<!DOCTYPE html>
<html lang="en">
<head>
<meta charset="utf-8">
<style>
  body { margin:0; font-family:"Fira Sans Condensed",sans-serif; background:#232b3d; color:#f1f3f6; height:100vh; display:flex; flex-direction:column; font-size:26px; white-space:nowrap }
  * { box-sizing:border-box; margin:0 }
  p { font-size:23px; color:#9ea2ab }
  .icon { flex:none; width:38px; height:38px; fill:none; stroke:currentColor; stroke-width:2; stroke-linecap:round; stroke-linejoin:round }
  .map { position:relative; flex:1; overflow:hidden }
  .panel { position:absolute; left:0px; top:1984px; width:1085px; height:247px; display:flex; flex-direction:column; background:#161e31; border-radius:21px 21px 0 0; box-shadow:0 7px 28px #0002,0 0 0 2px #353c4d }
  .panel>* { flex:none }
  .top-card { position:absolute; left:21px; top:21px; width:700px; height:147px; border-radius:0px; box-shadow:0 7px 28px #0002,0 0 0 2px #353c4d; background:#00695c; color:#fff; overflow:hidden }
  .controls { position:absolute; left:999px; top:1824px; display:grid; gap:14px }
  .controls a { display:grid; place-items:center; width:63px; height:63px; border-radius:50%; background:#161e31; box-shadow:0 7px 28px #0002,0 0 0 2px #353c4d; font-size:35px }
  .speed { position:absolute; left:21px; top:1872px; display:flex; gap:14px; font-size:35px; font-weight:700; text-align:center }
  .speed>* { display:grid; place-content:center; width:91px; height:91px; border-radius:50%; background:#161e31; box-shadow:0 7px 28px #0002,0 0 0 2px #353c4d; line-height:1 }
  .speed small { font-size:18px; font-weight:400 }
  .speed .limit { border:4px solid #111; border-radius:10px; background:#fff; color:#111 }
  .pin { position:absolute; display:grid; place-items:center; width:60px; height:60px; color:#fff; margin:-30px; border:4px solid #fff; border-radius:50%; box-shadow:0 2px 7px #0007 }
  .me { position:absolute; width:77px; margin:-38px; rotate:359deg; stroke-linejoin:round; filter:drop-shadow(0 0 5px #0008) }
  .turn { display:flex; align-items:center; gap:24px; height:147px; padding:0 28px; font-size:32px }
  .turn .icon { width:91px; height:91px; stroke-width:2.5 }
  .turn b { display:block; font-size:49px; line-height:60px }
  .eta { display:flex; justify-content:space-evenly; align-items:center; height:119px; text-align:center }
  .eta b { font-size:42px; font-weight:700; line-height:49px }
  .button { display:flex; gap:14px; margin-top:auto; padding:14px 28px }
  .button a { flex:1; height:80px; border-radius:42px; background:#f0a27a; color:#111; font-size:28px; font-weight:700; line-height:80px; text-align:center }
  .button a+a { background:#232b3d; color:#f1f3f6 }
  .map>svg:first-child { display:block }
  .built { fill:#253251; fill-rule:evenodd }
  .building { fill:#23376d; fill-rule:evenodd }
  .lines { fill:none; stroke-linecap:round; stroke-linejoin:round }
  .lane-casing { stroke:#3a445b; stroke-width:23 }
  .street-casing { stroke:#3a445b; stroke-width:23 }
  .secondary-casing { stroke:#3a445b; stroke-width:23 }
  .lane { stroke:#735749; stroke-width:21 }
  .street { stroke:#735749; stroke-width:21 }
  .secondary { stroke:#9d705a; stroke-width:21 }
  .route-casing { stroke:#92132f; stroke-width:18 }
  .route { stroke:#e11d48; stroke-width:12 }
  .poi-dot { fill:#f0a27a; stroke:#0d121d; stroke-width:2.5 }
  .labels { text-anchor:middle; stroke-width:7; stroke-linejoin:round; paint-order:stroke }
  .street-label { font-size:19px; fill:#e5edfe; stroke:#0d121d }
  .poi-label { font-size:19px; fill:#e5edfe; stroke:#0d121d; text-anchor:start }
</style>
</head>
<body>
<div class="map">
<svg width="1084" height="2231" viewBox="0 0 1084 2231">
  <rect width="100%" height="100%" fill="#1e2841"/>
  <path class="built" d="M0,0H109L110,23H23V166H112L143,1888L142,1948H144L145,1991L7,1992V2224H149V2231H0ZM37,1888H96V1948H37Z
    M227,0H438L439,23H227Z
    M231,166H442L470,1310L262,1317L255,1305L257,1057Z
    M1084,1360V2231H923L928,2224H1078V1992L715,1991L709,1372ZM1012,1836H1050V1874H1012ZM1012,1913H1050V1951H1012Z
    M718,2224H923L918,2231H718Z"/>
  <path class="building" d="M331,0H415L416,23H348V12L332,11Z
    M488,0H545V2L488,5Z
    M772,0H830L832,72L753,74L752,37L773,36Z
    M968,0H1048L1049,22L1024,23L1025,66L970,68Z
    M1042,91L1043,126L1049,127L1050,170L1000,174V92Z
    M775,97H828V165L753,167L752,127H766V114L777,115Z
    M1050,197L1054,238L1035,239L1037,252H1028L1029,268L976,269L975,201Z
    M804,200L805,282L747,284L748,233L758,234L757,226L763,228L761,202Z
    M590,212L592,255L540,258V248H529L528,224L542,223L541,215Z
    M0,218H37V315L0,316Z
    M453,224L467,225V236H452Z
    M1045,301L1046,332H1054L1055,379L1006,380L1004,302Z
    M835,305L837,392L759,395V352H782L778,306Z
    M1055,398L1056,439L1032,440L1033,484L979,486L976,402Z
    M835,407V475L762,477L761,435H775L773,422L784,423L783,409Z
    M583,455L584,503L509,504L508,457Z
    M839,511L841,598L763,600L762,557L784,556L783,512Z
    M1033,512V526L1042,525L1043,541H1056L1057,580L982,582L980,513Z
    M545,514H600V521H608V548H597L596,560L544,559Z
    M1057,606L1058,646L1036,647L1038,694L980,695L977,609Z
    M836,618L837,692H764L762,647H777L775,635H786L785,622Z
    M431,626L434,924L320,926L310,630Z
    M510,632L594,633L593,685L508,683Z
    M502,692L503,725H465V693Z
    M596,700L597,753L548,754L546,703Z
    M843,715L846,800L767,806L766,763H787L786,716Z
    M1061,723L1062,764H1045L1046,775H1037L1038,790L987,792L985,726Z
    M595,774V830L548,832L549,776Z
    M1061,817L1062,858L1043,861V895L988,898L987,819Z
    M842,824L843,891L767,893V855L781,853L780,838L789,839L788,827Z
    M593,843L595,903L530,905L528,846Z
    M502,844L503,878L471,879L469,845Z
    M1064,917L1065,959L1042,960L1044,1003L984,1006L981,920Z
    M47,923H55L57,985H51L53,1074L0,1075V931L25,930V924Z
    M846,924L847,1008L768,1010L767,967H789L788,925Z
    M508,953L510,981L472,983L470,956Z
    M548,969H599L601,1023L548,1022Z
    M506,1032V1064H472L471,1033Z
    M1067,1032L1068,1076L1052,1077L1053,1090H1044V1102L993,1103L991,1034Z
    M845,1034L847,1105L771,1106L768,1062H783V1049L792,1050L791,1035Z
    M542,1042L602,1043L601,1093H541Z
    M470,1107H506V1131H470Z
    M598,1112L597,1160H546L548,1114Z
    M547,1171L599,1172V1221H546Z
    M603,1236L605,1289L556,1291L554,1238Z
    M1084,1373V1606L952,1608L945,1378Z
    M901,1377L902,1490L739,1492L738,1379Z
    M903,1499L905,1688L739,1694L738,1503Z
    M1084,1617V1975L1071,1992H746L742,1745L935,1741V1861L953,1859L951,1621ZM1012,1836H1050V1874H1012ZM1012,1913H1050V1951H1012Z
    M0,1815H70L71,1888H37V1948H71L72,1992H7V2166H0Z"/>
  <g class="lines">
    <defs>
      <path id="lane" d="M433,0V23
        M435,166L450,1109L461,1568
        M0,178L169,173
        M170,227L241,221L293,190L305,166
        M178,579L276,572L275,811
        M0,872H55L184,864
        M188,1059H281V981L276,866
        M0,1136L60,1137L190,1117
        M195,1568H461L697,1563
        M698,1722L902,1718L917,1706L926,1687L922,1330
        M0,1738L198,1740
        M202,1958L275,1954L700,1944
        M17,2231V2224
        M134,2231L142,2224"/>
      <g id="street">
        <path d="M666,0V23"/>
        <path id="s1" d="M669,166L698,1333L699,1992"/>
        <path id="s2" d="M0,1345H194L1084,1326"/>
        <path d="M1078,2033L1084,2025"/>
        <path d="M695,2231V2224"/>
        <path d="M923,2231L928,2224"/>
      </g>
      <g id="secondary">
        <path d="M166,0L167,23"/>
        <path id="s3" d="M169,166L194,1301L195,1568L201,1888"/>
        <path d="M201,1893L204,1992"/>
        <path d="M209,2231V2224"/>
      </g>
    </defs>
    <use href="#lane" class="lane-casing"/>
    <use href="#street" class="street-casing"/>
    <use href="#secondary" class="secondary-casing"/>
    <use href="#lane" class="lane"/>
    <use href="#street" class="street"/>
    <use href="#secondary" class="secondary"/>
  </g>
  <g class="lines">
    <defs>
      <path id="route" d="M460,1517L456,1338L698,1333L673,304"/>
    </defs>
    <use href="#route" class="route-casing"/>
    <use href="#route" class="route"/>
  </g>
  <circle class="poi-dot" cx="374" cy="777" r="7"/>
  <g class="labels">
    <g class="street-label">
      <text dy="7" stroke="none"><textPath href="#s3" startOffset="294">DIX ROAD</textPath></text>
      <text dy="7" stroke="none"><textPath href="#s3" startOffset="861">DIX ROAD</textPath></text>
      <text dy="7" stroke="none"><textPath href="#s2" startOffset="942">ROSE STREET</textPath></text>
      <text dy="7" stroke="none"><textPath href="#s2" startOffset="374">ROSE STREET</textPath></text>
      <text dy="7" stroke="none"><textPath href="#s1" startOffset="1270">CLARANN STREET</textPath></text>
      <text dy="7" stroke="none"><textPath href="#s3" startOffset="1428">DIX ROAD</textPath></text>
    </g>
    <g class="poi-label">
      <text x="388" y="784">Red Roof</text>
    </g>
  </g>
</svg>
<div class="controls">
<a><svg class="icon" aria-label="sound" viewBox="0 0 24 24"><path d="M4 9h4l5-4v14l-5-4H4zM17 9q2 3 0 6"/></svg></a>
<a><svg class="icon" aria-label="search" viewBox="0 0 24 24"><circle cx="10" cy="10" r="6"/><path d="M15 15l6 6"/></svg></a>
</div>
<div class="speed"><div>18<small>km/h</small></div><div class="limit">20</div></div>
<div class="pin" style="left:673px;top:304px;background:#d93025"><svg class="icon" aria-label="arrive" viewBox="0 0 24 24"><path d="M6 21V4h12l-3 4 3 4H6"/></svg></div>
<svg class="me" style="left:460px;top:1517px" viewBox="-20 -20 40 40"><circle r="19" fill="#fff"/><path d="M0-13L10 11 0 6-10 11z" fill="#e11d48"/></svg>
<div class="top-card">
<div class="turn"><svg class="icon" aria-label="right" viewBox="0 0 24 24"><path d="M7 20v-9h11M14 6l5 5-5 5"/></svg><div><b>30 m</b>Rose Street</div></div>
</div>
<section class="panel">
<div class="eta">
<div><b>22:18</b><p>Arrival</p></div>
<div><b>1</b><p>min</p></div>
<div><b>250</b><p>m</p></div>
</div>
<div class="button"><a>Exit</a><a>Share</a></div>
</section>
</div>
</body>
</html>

WHAT IS BEING ASKED: Precisely the lines between those holding "M502,692L503,725H465V693Z" and "M188,1059H281V981L276,866", inclusive, are to be reproduced from the listing above, with nothing added.

EXERCISE OUTPUT:
    M502,692L503,725H465V693Z
    M596,700L597,753L548,754L546,703Z
    M843,715L846,800L767,806L766,763H787L786,716Z
    M1061,723L1062,764H1045L1046,775H1037L1038,790L987,792L985,726Z
    M595,774V830L548,832L549,776Z
    M1061,817L1062,858L1043,861V895L988,898L987,819Z
    M842,824L843,891L767,893V855L781,853L780,838L789,839L788,827Z
    M593,843L595,903L530,905L528,846Z
    M502,844L503,878L471,879L469,845Z
    M1064,917L1065,959L1042,960L1044,1003L984,1006L981,920Z
    M47,923H55L57,985H51L53,1074L0,1075V931L25,930V924Z
    M846,924L847,1008L768,1010L767,967H789L788,925Z
    M508,953L510,981L472,983L470,956Z
    M548,969H599L601,1023L548,1022Z
    M506,1032V1064H472L471,1033Z
    M1067,1032L1068,1076L1052,1077L1053,1090H1044V1102L993,1103L991,1034Z
    M845,1034L847,1105L771,1106L768,1062H783V1049L792,1050L791,1035Z
    M542,1042L602,1043L601,1093H541Z
    M470,1107H506V1131H470Z
    M598,1112L597,1160H546L548,1114Z
    M547,1171L599,1172V1221H546Z
    M603,1236L605,1289L556,1291L554,1238Z
    M1084,1373V1606L952,1608L945,1378Z
    M901,1377L902,1490L739,1492L738,1379Z
    M903,1499L905,1688L739,1694L738,1503Z
    M1084,1617V1975L1071,1992H746L742,1745L935,1741V1861L953,1859L951,1621ZM1012,1836H1050V1874H1012ZM1012,1913H1050V1951H1012Z
    M0,1815H70L71,1888H37V1948H71L72,1992H7V2166H0Z"/>
  <g class="lines">
    <defs>
      <path id="lane" d="M433,0V23
        M435,166L450,1109L461,1568
        M0,178L169,173
        M170,227L241,221L293,190L305,166
        M178,579L276,572L275,811
        M0,872H55L184,864
        M188,1059H281V981L276,866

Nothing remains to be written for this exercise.